Contributory Value

April  2011 

The market value of a property is the value of the entire property.  It is the value that the entire property would have in one transaction.  However, many things combine to give a property value.  Some of the things that give a single family dwelling property value are the size of the dwelling, the number of bath rooms, a fireplace or a garage as examples.  These things are often referred to as components.  The amount that a component such as a fireplace or a garage contributes to the total value is known as its contributory value.

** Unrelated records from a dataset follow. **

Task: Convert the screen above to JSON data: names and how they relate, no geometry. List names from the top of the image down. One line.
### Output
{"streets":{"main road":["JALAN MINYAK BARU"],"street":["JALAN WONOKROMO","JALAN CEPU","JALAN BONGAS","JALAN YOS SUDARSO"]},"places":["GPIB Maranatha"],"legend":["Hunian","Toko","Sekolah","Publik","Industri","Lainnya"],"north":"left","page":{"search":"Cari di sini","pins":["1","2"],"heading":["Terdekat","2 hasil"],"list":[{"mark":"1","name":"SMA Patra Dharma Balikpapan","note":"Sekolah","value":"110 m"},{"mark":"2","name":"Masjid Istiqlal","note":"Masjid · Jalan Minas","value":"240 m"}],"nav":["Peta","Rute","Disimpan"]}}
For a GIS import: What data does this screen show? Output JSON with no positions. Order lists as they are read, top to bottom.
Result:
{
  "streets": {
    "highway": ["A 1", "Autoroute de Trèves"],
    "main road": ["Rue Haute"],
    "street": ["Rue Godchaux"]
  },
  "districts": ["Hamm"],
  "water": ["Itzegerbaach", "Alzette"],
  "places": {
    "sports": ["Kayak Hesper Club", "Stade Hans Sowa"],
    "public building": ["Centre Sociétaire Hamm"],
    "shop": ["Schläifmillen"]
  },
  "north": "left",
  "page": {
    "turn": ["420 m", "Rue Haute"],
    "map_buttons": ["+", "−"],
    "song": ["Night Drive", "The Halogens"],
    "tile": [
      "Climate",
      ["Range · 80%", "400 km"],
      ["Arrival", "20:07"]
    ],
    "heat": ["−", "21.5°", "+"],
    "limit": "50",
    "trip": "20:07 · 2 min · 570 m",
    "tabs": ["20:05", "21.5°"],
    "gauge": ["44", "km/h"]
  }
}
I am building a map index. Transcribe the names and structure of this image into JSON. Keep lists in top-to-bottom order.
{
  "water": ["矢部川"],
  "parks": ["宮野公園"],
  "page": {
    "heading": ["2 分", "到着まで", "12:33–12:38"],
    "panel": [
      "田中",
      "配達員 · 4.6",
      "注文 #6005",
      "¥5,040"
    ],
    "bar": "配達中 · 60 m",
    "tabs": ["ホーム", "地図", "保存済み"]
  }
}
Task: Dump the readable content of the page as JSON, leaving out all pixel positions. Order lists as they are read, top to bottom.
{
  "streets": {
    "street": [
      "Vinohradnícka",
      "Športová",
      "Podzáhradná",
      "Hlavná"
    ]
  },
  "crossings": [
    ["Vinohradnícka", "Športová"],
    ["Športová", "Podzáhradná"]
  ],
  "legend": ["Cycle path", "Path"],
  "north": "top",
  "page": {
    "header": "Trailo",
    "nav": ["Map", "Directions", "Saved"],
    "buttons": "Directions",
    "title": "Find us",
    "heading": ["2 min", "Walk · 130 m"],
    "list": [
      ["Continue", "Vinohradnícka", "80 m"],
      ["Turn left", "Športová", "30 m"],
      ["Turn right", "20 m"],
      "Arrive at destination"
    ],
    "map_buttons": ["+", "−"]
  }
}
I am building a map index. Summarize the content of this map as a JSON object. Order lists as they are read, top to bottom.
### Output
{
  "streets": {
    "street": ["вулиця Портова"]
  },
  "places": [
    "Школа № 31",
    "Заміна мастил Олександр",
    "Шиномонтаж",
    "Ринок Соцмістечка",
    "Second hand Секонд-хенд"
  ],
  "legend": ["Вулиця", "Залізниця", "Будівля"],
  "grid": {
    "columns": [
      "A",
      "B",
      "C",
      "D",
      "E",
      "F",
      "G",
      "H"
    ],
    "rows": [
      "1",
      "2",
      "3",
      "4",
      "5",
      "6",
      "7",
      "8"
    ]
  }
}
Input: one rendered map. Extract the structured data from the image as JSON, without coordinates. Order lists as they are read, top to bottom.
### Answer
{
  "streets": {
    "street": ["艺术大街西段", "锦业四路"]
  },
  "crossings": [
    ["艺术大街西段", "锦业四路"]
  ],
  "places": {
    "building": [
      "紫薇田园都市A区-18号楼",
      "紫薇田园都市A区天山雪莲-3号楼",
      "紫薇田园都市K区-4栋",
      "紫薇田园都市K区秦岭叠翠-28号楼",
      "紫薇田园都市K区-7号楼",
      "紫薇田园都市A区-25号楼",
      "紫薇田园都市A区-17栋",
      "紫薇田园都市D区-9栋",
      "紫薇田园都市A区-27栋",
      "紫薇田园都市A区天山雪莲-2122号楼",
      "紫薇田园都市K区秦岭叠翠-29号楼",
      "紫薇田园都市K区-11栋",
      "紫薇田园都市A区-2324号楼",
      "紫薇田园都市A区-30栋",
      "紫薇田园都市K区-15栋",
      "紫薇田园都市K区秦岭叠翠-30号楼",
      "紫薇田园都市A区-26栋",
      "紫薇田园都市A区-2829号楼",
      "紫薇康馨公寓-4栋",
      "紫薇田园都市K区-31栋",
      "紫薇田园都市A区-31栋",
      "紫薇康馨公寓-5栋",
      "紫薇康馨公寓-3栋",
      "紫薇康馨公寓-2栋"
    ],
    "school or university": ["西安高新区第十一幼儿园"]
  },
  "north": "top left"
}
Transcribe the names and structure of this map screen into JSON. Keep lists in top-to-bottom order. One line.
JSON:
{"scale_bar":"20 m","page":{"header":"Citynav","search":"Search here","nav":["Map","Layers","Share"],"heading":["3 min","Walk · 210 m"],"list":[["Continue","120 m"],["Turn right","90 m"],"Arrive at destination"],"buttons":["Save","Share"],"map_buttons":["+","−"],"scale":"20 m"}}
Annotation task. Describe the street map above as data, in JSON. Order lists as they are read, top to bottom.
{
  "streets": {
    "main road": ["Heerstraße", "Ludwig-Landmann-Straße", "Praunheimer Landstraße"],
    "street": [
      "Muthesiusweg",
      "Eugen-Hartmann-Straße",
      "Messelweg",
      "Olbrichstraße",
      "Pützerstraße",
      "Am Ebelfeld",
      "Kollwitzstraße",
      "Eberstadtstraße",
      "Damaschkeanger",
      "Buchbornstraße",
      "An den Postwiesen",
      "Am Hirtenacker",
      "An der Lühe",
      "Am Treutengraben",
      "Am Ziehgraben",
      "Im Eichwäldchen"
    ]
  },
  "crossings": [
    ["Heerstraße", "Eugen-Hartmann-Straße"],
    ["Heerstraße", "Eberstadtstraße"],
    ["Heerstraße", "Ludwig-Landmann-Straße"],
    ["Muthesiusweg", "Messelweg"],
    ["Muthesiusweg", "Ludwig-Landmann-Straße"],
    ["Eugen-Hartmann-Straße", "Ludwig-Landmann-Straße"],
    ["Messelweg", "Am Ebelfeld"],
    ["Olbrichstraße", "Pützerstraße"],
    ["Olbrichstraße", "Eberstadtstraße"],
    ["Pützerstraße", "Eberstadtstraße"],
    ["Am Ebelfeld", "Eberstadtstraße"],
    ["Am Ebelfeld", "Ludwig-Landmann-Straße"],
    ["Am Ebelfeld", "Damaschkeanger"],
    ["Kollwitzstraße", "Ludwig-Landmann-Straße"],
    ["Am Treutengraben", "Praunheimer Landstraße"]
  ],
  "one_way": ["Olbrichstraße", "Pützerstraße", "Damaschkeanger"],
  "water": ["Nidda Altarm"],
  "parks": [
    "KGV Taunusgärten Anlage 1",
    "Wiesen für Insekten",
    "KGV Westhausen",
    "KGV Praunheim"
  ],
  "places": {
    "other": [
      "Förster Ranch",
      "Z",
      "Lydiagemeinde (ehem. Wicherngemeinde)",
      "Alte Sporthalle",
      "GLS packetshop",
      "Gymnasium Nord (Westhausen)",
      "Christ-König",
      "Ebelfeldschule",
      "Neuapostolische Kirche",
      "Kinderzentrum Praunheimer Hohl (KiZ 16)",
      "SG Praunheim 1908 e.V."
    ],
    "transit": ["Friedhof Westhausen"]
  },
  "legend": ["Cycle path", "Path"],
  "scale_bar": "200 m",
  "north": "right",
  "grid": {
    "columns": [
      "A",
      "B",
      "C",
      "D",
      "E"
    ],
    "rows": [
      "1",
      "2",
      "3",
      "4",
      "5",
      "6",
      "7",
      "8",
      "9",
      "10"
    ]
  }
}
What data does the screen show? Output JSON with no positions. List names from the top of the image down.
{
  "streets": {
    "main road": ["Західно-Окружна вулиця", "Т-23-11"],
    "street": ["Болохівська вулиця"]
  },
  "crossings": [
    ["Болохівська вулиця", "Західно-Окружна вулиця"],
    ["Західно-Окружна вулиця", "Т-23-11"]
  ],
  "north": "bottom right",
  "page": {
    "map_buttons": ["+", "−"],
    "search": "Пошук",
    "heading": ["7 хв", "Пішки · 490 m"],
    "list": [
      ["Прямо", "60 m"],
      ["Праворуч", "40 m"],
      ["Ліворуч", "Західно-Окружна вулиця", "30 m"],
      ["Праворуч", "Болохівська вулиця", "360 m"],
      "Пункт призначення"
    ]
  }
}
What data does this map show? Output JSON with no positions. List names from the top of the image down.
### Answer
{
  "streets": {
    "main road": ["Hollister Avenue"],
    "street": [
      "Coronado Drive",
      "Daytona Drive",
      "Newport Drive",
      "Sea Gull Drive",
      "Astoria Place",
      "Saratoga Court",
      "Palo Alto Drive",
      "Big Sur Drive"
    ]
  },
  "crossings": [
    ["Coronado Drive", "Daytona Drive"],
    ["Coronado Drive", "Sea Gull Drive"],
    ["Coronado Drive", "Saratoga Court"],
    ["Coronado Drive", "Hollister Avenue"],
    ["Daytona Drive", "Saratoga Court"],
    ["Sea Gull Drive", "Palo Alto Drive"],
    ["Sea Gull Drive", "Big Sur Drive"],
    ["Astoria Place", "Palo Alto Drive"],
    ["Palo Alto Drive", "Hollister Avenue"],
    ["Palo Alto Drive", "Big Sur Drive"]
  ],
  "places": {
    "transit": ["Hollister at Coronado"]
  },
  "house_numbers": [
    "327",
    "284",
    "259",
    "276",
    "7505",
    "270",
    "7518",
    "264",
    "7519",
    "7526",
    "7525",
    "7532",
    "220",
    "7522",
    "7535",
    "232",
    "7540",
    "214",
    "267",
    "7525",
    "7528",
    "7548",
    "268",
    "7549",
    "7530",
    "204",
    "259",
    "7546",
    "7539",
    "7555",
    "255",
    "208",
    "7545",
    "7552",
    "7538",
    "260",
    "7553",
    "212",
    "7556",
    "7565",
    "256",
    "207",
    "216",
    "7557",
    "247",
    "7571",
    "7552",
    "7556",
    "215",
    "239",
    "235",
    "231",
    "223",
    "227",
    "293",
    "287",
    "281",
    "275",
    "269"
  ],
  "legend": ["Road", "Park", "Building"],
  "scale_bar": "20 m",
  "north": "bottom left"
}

Estimating a component’s contributory value can be tricky.  An hypothetical example: a single family dwelling in Chittenden County Vermont that is on one acre, 2,900 square feet, three bed rooms, two & a half baths, attached two car garage, built in 1992, very good condition recently sold for $590,000.  If the new owners install a $25,000 in-ground pool, would the market value of the property increase to $615,000?  In Vermont the answer is probably not.  The amount of change in market value due to the pool is the pool’s contributory value.  If the market value goes up by $7,500 then the pool’s contributory value is $7,500 even though it cost $25,000.

Cost and value are not the same things.  One of the typical mistakes some Assessors or Listers make is to estimate the cost of each component of a property and then add them all up to arrive at a total market value.  This would only work if all of the components had contributory values that equaled their cost.